Anthony Bailey 30 Oct 2025 1:19 UTC
9 points
8
I have a question on a topic sufficiently adjacent I reckon worth asking here of those likely to read the thread.

It seems that warning shots are more likely unsuccessful because of winner’s curse: that the first models to take a shot will be those who have most badly overestimated their chances, and in turn this correlates with worse intellectual capabilities.

Has there been any illuminating discussion on this and its downstream consequences? E.g. how shots and aftermath are likely in practice to be perceived in general, by the better-informed, and—in the context of this post—by competing AIs? What dynamics result?
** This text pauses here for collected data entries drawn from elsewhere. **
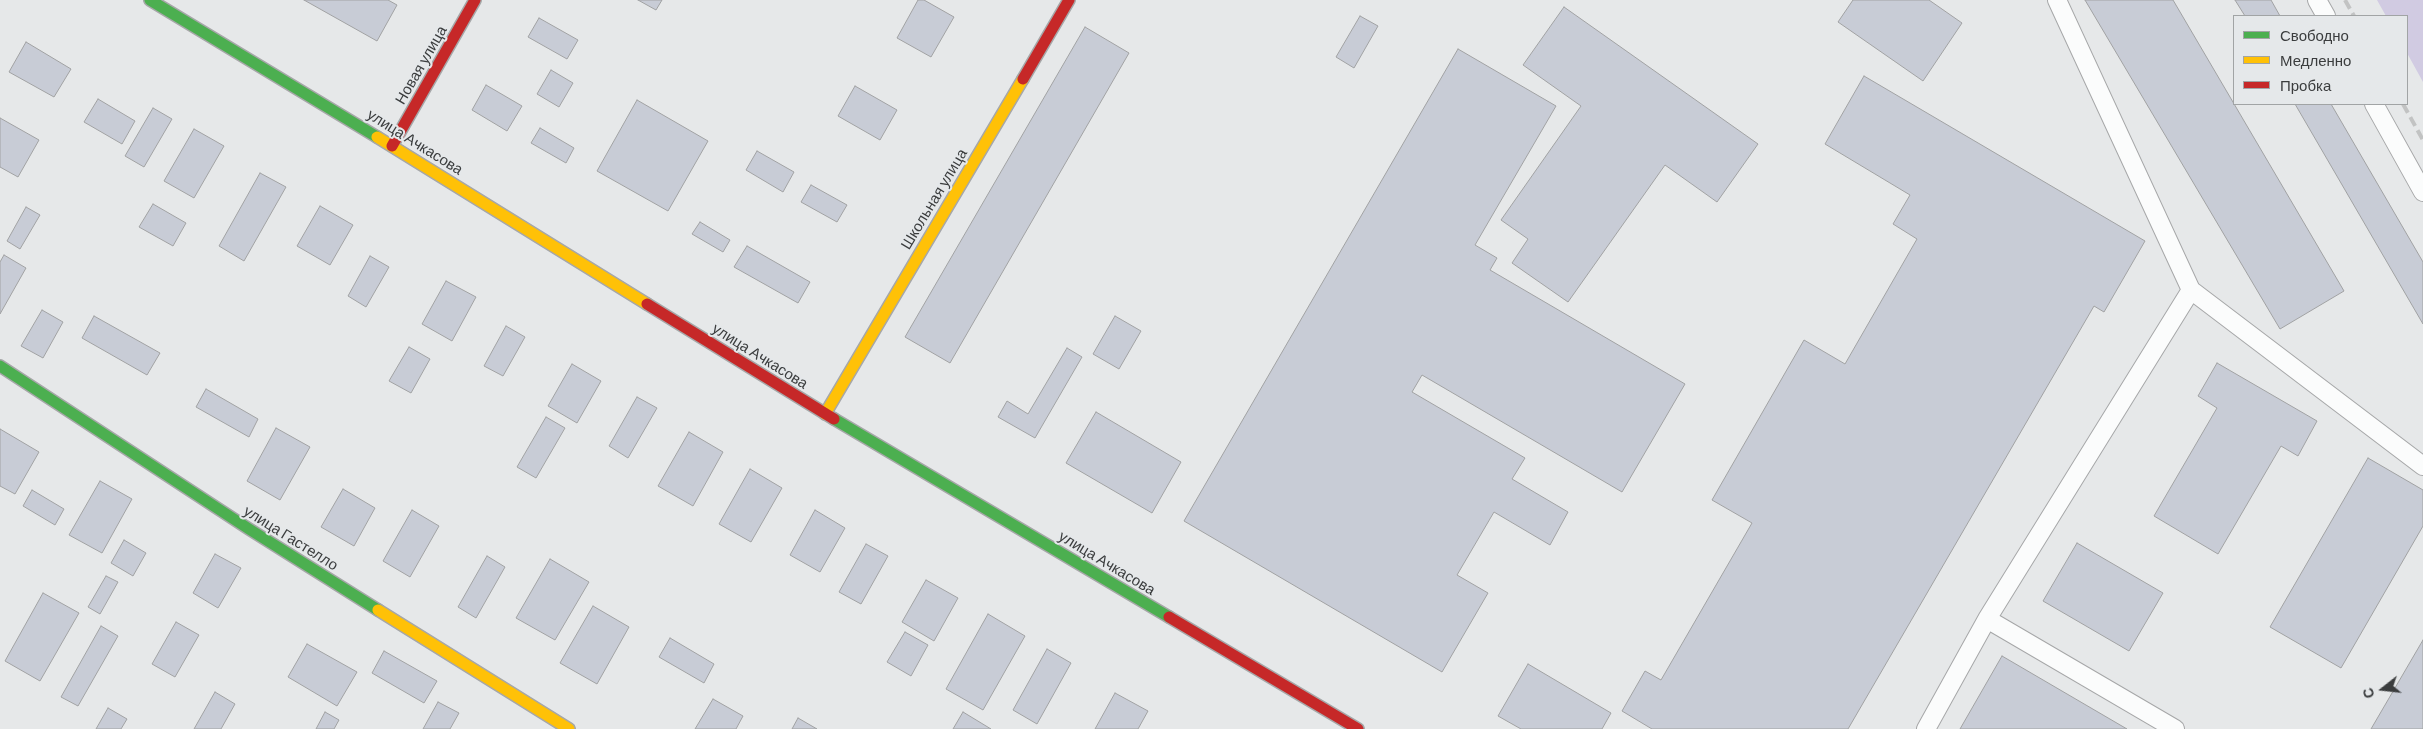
<!DOCTYPE html>
<meta charset="utf-8">
<style>
body{margin:0}
#map{position:relative;width:2423px;height:729px;overflow:hidden;background:#e6e8e9;font-family:Barlow,sans-serif}
canvas{display:block}
.legend{position:absolute;left:2233px;top:15px;width:175px;height:90px;box-sizing:border-box;background:#e5e8ea;border:1px solid #a1a4a5;margin:0;padding:6px 9px;list-style:none;font-size:15px;color:#3b3d3e}
.legend li{display:flex;align-items:center;gap:10px;height:25px}
.legend b{width:25px;border:1px solid #a1a4a5}
.north{position:absolute;left:2358px;top:664px;width:50px;height:50px;-webkit-text-stroke:4px #e5e8ea;paint-order:stroke;rotate:254deg;font-size:14px;font-weight:700;line-height:20px;text-align:center;color:#3b3d3e}
.north::after{content:'';display:block;margin:auto;width:18px;height:22px;background:#3b3d3e;clip-path:polygon(50% 0,100% 100%,50% 72%,0 100%)}
</style>
<div id="map">
<canvas width="2423" height="729"></canvas>
<ul class="legend">
<li><b style="height:6px;background:#4caf50"></b>Свободно</li>
<li><b style="height:6px;background:#ffc107"></b>Медленно</li>
<li><b style="height:6px;background:#c62828"></b>Пробка</li>
</ul>
<div class="north">С</div>
</div>
<script>
const context = document.querySelector('canvas').getContext('2d');
context.lineJoin = 'round';
function fillPath(path, color) { context.fillStyle = color; context.fill(path, 'evenodd'); }
const poly = rows => new Path2D(rows.map(r => 'M' + r).join(''));
function trace(path, color, width, dash) { context.strokeStyle = color; context.lineWidth = width; context.lineCap = dash ? 'butt' : 'round'; context.setLineDash(dash || []); context.stroke(path); }
function label(font, color, halo, rows, align = 'center') {
  context.font = font + ' Barlow,sans-serif'; context.lineWidth = 4; context.setLineDash([]); context.textBaseline = 'middle'; context.strokeStyle = halo; context.fillStyle = color; for (const [text, x, y, turn = 0] of rows) {
    context.save(); context.translate(x, y); context.rotate((+turn || 0) * Math.PI / 180); context.textAlign = isNaN(turn) ? turn : align; if (halo) context.strokeText(text, 0, 0); context.fillText(text, 0, 0); context.restore();
  }
}
fillPath(poly([
 [2377,0,2423,0,2423,82,2407,53,2407,16,2386,16]
]), '#d1cbe2');
const building = poly([
 [304,0,388,0,397,5,377,41,304,0],
 [638,0,662,0,656,10,638,0],
 [918,0,924,0,954,17,931,57,897,38,918,0],
 [1853,0,1929,0,1962,23,1923,81,1838,22,1853,0],
 [2085,0,2173,0,2344,291,2280,329,2085,0],
 [2235,0,2271,0,2280,16,2245,16,2235,0],
 [1564,7,1758,144,1717,202,1665,165,1568,302,1512,263,1528,239,1501,220,1581,106,1523,65,1564,7],
 [1360,16,1378,26,1354,68,1336,57,1360,16],
 [539,18,578,40,567,59,528,37,539,18],
 [1085,27,1129,53,950,363,905,337,1085,27],
 [26,42,71,69,54,97,9,72,26,42],
 [1458,49,1556,106,1475,245,1497,258,1490,270,1685,384,1622,492,1422,375,1412,392,1525,458,1512,479,1568,512,1550,545,1494,512,1457,575,1488,593,1442,672,1184,521,1458,49],
 [551,70,573,83,559,107,537,94,551,70],
 [1864,76,2145,241,2104,312,2094,306,1848,729,1652,729,1622,711,1645,671,1661,680,1752,523,1712,500,1804,340,1845,364,1917,239,1893,224,1910,195,1825,144,1864,76],
 [486,85,522,106,507,131,472,110,486,85],
 [855,86,897,110,880,140,838,116,855,86],
 [98,99,135,121,122,144,84,122,98,99],
 [637,100,708,141,668,211,597,171,637,100],
 [2295,104,2331,104,2423,262,2423,324,2295,104],
 [153,108,172,119,144,167,125,156,153,108],
 [0,118,39,140,18,177,0,167,0,118],
 [540,128,574,148,566,163,531,143,540,128],
 [194,129,224,146,194,198,164,181,194,129],
 [757,151,794,172,783,192,746,170,757,151],
 [260,173,286,187,244,261,219,246,260,173],
 [811,185,847,205,837,222,801,202,811,185],
 [153,204,186,223,173,246,139,227,153,204],
 [320,206,353,225,330,265,297,246,320,206],
 [26,207,40,215,20,249,7,241,26,207],
 [700,222,730,240,723,252,692,234,700,222],
 [747,246,810,282,798,303,734,267,747,246],
 [4,255,26,268,0,314,0,262,4,255],
 [370,256,389,267,366,307,348,296,370,256],
 [446,281,476,297,452,341,422,324,446,281],
 [42,310,63,322,43,358,21,346,42,310],
 [94,316,160,353,147,375,82,338,94,316],
 [1115,316,1141,331,1119,369,1093,354,1115,316],
 [506,326,525,337,503,376,484,366,506,326],
 [409,347,430,359,411,393,389,381,409,347],
 [1067,348,1082,357,1035,438,998,417,1007,401,1028,414,1067,348],
 [2217,363,2317,421,2298,456,2281,446,2218,554,2154,516,2217,408,2198,396,2217,363],
 [572,364,601,381,577,423,548,406,572,364],
 [206,389,258,419,249,437,196,407,206,389],
 [637,397,657,408,628,458,609,446,637,397],
 [1096,412,1181,462,1152,513,1066,463,1096,412],
 [546,417,565,428,536,478,517,467,546,417],
 [276,428,310,447,280,500,247,481,276,428],
 [0,429,39,452,15,494,0,486,0,429],
 [689,432,723,452,693,506,658,486,689,432],
 [2368,458,2423,490,2423,526,2341,668,2270,627,2368,458],
 [750,469,782,488,751,542,719,524,750,469],
 [100,481,132,499,102,553,69,535,100,481],
 [343,489,375,508,354,546,321,527,343,489],
 [32,490,64,509,55,525,23,506,32,490],
 [412,510,439,526,410,577,383,561,412,510],
 [815,510,845,528,820,572,790,555,815,510],
 [124,540,146,553,133,576,111,563,124,540],
 [2077,543,2163,593,2129,651,2043,601,2077,543],
 [866,544,888,556,861,604,839,592,866,544],
 [215,554,241,568,218,608,193,593,215,554],
 [487,556,505,567,476,618,458,607,487,556],
 [550,559,589,582,555,640,516,618,550,559],
 [106,576,118,582,100,614,88,607,106,576],
 [926,580,958,598,934,641,902,622,926,580],
 [43,593,79,613,40,681,5,661,43,593],
 [593,606,629,627,597,684,560,663,593,606],
 [988,614,1025,636,983,710,946,689,988,614],
 [176,622,199,635,175,677,152,664,176,622],
 [101,626,118,636,78,706,61,697,101,626],
 [905,632,928,645,911,676,887,662,905,632],
 [670,638,714,664,704,683,659,657,670,638],
 [2423,640,2423,729,2371,729,2423,640],
 [307,644,357,672,337,706,288,677,307,644],
 [1047,649,1071,663,1037,724,1013,710,1047,649],
 [384,651,437,681,424,703,372,673,384,651],
 [2002,656,2127,729,1960,729,2002,656],
 [1528,664,1611,713,1602,729,1521,729,1498,716,1528,664],
 [215,692,235,704,221,729,194,729,215,692],
 [1115,693,1148,711,1138,729,1095,729,1115,693],
 [713,699,743,716,736,729,695,729,713,699],
 [438,702,459,713,450,729,423,729,438,702],
 [108,708,127,719,121,729,96,729,108,708],
 [325,712,339,720,334,729,316,729,325,712],
 [963,712,991,729,953,729,963,712],
 [798,718,817,729,792,729,798,718]
]);
fillPath(building, '#c8ccd6');
trace(building, '#a1a2a3', 1);
const lane = poly([
 [2317,0,2326,16],
 [2374,104,2423,192],
 [2191,290,2423,466],
 [1987,619,2175,729],
 [1926,729,1987,619,2191,290,2057,0]
]);
const fast = poly([
 [150,0,377,137],
 [0,366,249,529,378,610],
 [834,419,1169,617]
]);
const slow = poly([
 [377,137,647,304],
 [825,414,1023,79],
 [378,610,569,729]
]);
const jam = poly([
 [1023,79,1069,0],
 [392,146,475,0],
 [647,304,834,419],
 [1169,617,1358,729]
]);
trace(lane, '#a6a7a8', 20);
trace(fast, '#a6a7a8', 14);
trace(slow, '#a6a7a8', 14);
trace(jam, '#a6a7a8', 14);
trace(lane, '#fbfcfc', 18);
trace(fast, '#4caf50', 11);
trace(slow, '#ffc107', 11);
trace(jam, '#c62828', 11);
trace(poly([
 [2345,0,2354,16],
 [2403,104,2423,140]
]), '#c2c3c3', 4, [10, 5]);
label('15px', '#3b3d3e', '#e5e8ea', [
 ["Новая улица",421,65,-60],
 ["улица Ачкасова",415,142,32],
 ["Школьная улица",934,199,-59],
 ["улица Ачкасова",760,356,32],
 ["улица Гастелло",291,538,32],
 ["улица Ачкасова",1107,563,31]
]);
</script>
- Davidmanheim 30 Oct 2025 11:42 UTC
  2 points
  0
  Parent
  This is a good question, albeit only vaguely adjacent.
  
  My answer would be that winners curse only applies if firms aren’t actively minimizing the extent to which they overbid. In the current scenario, firms are trying (moderately) hard to prevent disaster, just not reliably enough to succeed indefinitely. However, once they fail, we could easily be far past the overhang point for the AI succeeding.
  
  Assuming to start, implausibly, that the AI itself is not strategic enough to consider its chances of succeeding, we’ll assume AI capabilities nonetheless keep increasing. The firms can also detect and prevent it from trying with some probability, but their ability to monitor and stop it from trying is decreasing. The better AI firms are at stopping the models, and the slower that their ability declines relative to model capability, the more likely it is that when they do fail, the AI will succeed. And if the AIs are strategic, they will be much less likely to try if they are likely to either fail or be detected, so they ill wait even longer.